• _SUPPLIED RECORDS_
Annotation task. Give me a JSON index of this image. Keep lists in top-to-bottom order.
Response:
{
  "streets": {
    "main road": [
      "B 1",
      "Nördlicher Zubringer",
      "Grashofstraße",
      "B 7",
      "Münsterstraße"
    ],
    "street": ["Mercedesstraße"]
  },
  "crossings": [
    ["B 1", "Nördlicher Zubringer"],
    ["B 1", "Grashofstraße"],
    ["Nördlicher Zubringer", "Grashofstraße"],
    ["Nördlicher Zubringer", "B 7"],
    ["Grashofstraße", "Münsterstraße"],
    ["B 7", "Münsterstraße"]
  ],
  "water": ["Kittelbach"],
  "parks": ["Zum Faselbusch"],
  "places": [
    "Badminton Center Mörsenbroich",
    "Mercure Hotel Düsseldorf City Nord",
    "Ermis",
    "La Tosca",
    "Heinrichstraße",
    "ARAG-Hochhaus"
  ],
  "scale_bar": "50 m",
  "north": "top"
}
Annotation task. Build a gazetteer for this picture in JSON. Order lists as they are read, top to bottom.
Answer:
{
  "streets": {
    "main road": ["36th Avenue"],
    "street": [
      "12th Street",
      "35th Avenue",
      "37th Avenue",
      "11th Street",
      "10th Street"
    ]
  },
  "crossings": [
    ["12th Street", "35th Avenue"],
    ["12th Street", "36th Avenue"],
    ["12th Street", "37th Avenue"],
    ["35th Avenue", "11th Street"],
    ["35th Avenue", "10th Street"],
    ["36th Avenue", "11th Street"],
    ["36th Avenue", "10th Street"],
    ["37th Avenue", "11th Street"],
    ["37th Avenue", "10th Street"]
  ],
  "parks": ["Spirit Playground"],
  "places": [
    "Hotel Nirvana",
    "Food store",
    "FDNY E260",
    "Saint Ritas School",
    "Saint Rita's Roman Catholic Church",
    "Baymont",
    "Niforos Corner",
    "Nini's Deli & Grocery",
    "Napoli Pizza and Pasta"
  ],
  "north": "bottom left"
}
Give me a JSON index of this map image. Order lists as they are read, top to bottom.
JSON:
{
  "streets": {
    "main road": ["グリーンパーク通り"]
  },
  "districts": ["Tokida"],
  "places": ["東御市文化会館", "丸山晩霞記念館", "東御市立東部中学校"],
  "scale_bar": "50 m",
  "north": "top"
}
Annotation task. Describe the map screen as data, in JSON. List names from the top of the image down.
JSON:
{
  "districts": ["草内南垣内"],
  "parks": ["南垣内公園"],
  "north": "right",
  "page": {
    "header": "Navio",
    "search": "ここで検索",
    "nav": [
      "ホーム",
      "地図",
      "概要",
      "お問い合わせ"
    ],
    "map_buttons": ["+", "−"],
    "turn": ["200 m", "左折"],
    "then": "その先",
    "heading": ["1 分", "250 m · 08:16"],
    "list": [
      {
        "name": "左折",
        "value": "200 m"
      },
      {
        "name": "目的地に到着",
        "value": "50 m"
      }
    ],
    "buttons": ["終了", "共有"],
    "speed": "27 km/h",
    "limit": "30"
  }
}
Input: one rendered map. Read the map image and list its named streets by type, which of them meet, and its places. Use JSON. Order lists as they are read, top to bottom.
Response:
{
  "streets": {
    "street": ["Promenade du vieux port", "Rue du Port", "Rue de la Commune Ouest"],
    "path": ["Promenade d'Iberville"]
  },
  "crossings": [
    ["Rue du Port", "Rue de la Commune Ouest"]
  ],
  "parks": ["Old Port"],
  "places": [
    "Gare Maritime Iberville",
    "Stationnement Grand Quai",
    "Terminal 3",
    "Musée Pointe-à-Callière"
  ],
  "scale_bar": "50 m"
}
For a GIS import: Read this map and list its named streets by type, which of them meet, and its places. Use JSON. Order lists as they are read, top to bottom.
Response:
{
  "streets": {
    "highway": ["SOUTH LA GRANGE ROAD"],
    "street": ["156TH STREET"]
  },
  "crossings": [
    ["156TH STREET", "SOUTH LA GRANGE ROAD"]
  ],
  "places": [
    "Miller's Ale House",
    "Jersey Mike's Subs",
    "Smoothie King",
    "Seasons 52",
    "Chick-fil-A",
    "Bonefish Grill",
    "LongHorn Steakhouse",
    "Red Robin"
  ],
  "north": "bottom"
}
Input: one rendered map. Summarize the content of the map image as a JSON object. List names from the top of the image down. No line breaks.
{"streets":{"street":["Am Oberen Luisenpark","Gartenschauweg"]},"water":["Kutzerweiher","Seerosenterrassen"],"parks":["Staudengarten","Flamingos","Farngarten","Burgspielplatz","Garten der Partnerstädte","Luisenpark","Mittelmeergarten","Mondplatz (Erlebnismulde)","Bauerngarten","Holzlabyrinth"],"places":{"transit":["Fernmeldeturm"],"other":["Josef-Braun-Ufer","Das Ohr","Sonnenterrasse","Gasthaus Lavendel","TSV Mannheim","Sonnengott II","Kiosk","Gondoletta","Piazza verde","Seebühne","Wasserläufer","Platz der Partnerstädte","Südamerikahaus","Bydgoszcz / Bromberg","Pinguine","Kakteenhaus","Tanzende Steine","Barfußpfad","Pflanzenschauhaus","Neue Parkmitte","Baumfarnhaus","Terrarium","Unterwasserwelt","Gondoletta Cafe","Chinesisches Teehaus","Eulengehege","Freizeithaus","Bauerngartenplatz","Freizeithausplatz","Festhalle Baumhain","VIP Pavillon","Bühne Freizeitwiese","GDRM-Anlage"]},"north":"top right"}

• _INSTRUCTIONS FOR THE TASK_
Each entry is to be output exactly as it was written.

• _RESPONSE_
Annotation task. Give me a JSON index of this image. Keep lists in top-to-bottom order.
Response:
{
  "streets": {
    "main road": [
      "B 1",
      "Nördlicher Zubringer",
      "Grashofstraße",
      "B 7",
      "Münsterstraße"
    ],
    "street": ["Mercedesstraße"]
  },
  "crossings": [
    ["B 1", "Nördlicher Zubringer"],
    ["B 1", "Grashofstraße"],
    ["Nördlicher Zubringer", "Grashofstraße"],
    ["Nördlicher Zubringer", "B 7"],
    ["Grashofstraße", "Münsterstraße"],
    ["B 7", "Münsterstraße"]
  ],
  "water": ["Kittelbach"],
  "parks": ["Zum Faselbusch"],
  "places": [
    "Badminton Center Mörsenbroich",
    "Mercure Hotel Düsseldorf City Nord",
    "Ermis",
    "La Tosca",
    "Heinrichstraße",
    "ARAG-Hochhaus"
  ],
  "scale_bar": "50 m",
  "north": "top"
}
Annotation task. Build a gazetteer for this picture in JSON. Order lists as they are read, top to bottom.
Answer:
{
  "streets": {
    "main road": ["36th Avenue"],
    "street": [
      "12th Street",
      "35th Avenue",
      "37th Avenue",
      "11th Street",
      "10th Street"
    ]
  },
  "crossings": [
    ["12th Street", "35th Avenue"],
    ["12th Street", "36th Avenue"],
    ["12th Street", "37th Avenue"],
    ["35th Avenue", "11th Street"],
    ["35th Avenue", "10th Street"],
    ["36th Avenue", "11th Street"],
    ["36th Avenue", "10th Street"],
    ["37th Avenue", "11th Street"],
    ["37th Avenue", "10th Street"]
  ],
  "parks": ["Spirit Playground"],
  "places": [
    "Hotel Nirvana",
    "Food store",
    "FDNY E260",
    "Saint Ritas School",
    "Saint Rita's Roman Catholic Church",
    "Baymont",
    "Niforos Corner",
    "Nini's Deli & Grocery",
    "Napoli Pizza and Pasta"
  ],
  "north": "bottom left"
}
Give me a JSON index of this map image. Order lists as they are read, top to bottom.
JSON:
{
  "streets": {
    "main road": ["グリーンパーク通り"]
  },
  "districts": ["Tokida"],
  "places": ["東御市文化会館", "丸山晩霞記念館", "東御市立東部中学校"],
  "scale_bar": "50 m",
  "north": "top"
}
Annotation task. Describe the map screen as data, in JSON. List names from the top of the image down.
JSON:
{
  "districts": ["草内南垣内"],
  "parks": ["南垣内公園"],
  "north": "right",
  "page": {
    "header": "Navio",
    "search": "ここで検索",
    "nav": [
      "ホーム",
      "地図",
      "概要",
      "お問い合わせ"
    ],
    "map_buttons": ["+", "−"],
    "turn": ["200 m", "左折"],
    "then": "その先",
    "heading": ["1 分", "250 m · 08:16"],
    "list": [
      {
        "name": "左折",
        "value": "200 m"
      },
      {
        "name": "目的地に到着",
        "value": "50 m"
      }
    ],
    "buttons": ["終了", "共有"],
    "speed": "27 km/h",
    "limit": "30"
  }
}
Input: one rendered map. Read the map image and list its named streets by type, which of them meet, and its places. Use JSON. Order lists as they are read, top to bottom.
Response:
{
  "streets": {
    "street": ["Promenade du vieux port", "Rue du Port", "Rue de la Commune Ouest"],
    "path": ["Promenade d'Iberville"]
  },
  "crossings": [
    ["Rue du Port", "Rue de la Commune Ouest"]
  ],
  "parks": ["Old Port"],
  "places": [
    "Gare Maritime Iberville",
    "Stationnement Grand Quai",
    "Terminal 3",
    "Musée Pointe-à-Callière"
  ],
  "scale_bar": "50 m"
}
For a GIS import: Read this map and list its named streets by type, which of them meet, and its places. Use JSON. Order lists as they are read, top to bottom.
Response:
{
  "streets": {
    "highway": ["SOUTH LA GRANGE ROAD"],
    "street": ["156TH STREET"]
  },
  "crossings": [
    ["156TH STREET", "SOUTH LA GRANGE ROAD"]
  ],
  "places": [
    "Miller's Ale House",
    "Jersey Mike's Subs",
    "Smoothie King",
    "Seasons 52",
    "Chick-fil-A",
    "Bonefish Grill",
    "LongHorn Steakhouse",
    "Red Robin"
  ],
  "north": "bottom"
}
Input: one rendered map. Summarize the content of the map image as a JSON object. List names from the top of the image down. No line breaks.
{"streets":{"street":["Am Oberen Luisenpark","Gartenschauweg"]},"water":["Kutzerweiher","Seerosenterrassen"],"parks":["Staudengarten","Flamingos","Farngarten","Burgspielplatz","Garten der Partnerstädte","Luisenpark","Mittelmeergarten","Mondplatz (Erlebnismulde)","Bauerngarten","Holzlabyrinth"],"places":{"transit":["Fernmeldeturm"],"other":["Josef-Braun-Ufer","Das Ohr","Sonnenterrasse","Gasthaus Lavendel","TSV Mannheim","Sonnengott II","Kiosk","Gondoletta","Piazza verde","Seebühne","Wasserläufer","Platz der Partnerstädte","Südamerikahaus","Bydgoszcz / Bromberg","Pinguine","Kakteenhaus","Tanzende Steine","Barfußpfad","Pflanzenschauhaus","Neue Parkmitte","Baumfarnhaus","Terrarium","Unterwasserwelt","Gondoletta Cafe","Chinesisches Teehaus","Eulengehege","Freizeithaus","Bauerngartenplatz","Freizeithausplatz","Festhalle Baumhain","VIP Pavillon","Bühne Freizeitwiese","GDRM-Anlage"]},"north":"top right"}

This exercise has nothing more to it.